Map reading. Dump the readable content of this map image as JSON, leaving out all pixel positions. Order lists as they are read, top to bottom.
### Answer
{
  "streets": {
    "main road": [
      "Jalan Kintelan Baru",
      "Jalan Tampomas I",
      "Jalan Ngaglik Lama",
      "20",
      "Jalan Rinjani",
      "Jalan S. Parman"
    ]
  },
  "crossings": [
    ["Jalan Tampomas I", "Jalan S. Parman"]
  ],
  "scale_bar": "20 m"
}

==

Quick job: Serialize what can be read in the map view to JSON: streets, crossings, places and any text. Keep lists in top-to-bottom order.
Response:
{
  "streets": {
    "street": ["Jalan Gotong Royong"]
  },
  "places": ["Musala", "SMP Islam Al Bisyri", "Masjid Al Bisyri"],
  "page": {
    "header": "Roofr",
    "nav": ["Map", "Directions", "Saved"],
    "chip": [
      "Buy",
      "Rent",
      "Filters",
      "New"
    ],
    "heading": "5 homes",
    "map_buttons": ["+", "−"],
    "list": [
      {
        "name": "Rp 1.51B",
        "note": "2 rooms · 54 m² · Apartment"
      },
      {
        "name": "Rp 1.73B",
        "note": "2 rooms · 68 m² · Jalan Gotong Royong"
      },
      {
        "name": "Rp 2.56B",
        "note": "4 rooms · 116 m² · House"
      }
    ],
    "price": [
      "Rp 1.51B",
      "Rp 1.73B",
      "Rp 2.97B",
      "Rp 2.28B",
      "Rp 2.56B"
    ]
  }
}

--- Problem requirements ---
Check the entries above line by line and return each one containing the word "JSON".

--- Solution to this exercise ---
Map reading. Dump the readable content of this map image as JSON, leaving out all pixel positions. Order lists as they are read, top to bottom.
Quick job: Serialize what can be read in the map view to JSON: streets, crossings, places and any text. Keep lists in top-to-bottom order.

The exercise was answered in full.